Von Sass spricht über sein Buch "Atheistisch Glauben"

"Mein Gott, mein Gott, warum hast du mich verlassen"

Atheismus und der Glaube an Gott schließen sich nicht aus, sagt der Berliner Theologe Hartmut von Sass. Vielmehr präzisiert der Atheismus, was es mit Gott heute noch auf sich haben kann, betonte er im Interview.

Autor/in:
Johannes Schröer
Atheismus / © Wolphgang (shutterstock)

"Atheistisch glauben scheint nicht viel besser zu klingen als fingerlos Geige spielen", schreibt der Theologe Hartmut von Sass in seinem Buch mit eben diesem Titel: "Atheistisch Glauben" – ein provokanter Titel, denn Atheismus und Glauben widersprechen sich doch. 

Es gibt keinen allmächtigen Gott

Von Sass ist Titularprofessor für Systematische Theologie und Religionsphilosophie an der Humboldt-Universität zu Berlin.
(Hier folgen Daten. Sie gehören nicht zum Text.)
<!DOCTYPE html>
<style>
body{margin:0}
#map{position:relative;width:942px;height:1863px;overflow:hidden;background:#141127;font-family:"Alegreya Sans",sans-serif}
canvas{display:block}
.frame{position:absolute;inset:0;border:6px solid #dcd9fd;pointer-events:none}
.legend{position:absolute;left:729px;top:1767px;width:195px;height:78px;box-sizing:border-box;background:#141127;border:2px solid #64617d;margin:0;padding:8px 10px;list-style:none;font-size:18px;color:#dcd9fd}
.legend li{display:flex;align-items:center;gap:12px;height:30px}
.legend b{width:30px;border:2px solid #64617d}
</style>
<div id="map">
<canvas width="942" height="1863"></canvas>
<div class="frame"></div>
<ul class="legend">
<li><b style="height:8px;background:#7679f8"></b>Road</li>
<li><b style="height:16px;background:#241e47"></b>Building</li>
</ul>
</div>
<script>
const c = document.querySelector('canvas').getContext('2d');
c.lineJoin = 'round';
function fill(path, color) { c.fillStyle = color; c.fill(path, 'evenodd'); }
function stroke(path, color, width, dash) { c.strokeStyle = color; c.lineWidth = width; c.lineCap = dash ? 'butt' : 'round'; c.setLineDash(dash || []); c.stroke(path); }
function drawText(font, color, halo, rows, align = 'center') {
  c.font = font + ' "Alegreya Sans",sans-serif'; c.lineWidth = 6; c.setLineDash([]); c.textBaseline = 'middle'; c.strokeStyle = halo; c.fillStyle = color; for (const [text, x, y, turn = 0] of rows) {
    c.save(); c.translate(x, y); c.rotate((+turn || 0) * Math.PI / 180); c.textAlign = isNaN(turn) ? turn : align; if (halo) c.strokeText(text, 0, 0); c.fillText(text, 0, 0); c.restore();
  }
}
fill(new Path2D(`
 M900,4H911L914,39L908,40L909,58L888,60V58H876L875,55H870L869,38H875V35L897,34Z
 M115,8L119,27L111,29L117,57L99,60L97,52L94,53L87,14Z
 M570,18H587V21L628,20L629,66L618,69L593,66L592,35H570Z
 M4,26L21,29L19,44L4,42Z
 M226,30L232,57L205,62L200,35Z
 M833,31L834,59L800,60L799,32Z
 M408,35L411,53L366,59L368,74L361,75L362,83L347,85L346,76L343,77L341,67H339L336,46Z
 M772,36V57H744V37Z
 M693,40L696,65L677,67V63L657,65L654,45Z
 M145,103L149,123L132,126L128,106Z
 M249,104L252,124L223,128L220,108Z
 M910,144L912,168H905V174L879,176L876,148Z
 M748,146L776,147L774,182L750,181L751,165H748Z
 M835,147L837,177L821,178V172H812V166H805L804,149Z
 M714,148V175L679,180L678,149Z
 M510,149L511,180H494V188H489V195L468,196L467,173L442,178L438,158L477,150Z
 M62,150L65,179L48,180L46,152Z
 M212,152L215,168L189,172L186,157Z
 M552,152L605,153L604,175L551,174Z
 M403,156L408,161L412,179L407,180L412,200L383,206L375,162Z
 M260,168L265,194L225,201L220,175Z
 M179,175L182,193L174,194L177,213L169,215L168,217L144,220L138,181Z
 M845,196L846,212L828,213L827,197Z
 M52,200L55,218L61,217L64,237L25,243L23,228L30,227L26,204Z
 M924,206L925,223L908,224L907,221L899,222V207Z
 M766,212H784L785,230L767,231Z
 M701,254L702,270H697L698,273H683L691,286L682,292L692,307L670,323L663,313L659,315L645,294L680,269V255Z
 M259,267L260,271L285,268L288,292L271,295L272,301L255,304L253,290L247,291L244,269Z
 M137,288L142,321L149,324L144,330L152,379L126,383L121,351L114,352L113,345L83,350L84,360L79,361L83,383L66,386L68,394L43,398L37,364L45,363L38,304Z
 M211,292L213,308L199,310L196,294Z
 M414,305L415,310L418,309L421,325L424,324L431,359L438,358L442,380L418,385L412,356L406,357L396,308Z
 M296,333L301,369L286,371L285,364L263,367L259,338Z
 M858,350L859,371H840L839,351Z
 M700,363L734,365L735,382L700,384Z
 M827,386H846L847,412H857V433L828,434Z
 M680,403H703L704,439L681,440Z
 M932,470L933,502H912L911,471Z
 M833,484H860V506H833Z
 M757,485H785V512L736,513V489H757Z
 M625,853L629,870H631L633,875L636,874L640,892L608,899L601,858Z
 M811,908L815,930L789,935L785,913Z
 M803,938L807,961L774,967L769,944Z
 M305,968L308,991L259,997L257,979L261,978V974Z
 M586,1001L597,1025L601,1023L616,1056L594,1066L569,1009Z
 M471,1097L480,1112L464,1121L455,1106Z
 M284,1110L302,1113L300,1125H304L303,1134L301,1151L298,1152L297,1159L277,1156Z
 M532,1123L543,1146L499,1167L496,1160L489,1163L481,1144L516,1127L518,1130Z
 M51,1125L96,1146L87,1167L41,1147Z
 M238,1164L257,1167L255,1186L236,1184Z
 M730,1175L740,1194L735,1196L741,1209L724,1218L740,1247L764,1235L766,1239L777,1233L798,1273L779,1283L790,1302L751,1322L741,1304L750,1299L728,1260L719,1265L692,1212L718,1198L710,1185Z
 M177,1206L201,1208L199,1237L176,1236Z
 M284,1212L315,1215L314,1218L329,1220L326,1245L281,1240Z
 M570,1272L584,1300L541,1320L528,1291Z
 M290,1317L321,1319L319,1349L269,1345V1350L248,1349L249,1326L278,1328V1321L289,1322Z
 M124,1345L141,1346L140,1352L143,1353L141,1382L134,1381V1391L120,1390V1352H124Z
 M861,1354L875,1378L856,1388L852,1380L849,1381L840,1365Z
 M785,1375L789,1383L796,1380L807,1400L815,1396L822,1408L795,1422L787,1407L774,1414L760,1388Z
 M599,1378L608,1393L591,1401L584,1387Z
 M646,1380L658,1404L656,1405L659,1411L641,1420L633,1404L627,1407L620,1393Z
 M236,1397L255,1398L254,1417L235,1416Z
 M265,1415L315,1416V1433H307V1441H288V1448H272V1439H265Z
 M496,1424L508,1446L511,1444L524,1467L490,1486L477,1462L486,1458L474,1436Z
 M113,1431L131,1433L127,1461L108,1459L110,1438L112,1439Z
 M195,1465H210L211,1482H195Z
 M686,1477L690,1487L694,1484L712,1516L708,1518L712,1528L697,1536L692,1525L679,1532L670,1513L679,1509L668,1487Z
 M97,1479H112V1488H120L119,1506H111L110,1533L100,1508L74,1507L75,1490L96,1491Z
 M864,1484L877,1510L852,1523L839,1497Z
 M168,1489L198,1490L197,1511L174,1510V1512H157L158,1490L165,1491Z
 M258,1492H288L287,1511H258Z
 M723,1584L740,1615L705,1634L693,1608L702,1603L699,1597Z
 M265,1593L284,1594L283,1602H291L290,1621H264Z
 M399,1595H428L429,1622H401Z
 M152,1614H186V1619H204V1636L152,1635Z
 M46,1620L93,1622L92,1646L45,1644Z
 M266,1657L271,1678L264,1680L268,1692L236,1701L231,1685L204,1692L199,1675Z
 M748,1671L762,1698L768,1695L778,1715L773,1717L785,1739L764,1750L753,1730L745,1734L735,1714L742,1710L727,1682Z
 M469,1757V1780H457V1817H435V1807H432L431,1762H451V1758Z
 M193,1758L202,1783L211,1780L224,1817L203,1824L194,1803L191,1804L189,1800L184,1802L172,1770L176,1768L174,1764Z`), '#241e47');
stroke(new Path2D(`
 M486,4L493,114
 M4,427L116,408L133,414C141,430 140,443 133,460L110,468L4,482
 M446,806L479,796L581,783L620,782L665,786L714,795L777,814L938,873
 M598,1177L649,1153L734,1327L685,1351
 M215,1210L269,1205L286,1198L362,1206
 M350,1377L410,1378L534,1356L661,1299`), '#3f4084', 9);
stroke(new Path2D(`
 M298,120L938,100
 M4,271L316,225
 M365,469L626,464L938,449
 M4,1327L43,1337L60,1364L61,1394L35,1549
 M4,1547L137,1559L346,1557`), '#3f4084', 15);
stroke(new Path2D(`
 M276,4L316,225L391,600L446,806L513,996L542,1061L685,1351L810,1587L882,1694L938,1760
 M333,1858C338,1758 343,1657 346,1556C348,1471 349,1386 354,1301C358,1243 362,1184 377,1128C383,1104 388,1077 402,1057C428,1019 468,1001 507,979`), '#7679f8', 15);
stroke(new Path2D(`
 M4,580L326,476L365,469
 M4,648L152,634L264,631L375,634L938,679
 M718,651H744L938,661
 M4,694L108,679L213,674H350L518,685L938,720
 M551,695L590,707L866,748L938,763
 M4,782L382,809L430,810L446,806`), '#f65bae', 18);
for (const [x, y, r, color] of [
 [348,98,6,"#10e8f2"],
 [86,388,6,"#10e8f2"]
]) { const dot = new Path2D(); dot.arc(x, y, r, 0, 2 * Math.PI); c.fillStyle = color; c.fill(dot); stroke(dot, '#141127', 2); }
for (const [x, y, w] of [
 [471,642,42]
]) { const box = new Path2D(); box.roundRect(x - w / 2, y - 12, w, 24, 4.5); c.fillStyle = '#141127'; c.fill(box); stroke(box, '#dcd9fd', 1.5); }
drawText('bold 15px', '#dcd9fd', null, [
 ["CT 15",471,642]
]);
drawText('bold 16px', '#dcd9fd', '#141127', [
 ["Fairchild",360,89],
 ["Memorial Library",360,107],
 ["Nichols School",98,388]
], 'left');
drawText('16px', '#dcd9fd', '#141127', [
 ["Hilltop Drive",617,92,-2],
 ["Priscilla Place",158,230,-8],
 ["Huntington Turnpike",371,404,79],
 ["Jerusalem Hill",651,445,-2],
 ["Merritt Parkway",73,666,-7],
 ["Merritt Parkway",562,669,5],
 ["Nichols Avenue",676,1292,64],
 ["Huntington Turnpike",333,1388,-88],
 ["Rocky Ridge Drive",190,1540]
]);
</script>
Im DOMRADIO.DE Interview erklärt er, warum Atheismus und Glauben durchaus miteinander vereinbar sind.

Hartmut von Sass / © Johannes Schröer (DR)
Hartmut von Sass / © Johannes Schröer ( DR )

Dafür wirft er einen genauen Blick auf den Begriff Atheismus, der sich seit der Aufklärung im Gegensatz zu einem ganz bestimmten Theismus formiert hat. Dieser in den Kirchen institutionell fest verankerte Gottesbegriff, der Gott als allmächtigen Lenker und Ordner der Welt personalisiert, verschwindet in unserer säkular geprägten Welt zunehmend, und damit verschwindet auch der herkömmliche Atheismus aus den Diskussionen und dem Bewusstsein. Hier unterscheidet von Sass zwischen Atheismus und Unglauben, denn ungläubig Glauben - das wäre in der Tat ein Unsinn. Der Theologe beobachtet, dass Gott in der sich als säkular begreifenden Welt zwar noch präsent ist, aber eher als unklares, indifferentes Etwas, das kaum noch in den alten Kirchenbegriffen wahrgenommen oder gedacht wird. Von Sass schlägt vor, sich von der personalistischen Redeweise von Gott als allmächtigen Ordner der Welt zu verabschieden. Damit sei dann auch die nicht zu beantwortende Theodizee-Frage, das heißt die Frage, wie ein allmächtiger, guter Gott das Leiden in der Welt zulassen könne, aus der Welt. 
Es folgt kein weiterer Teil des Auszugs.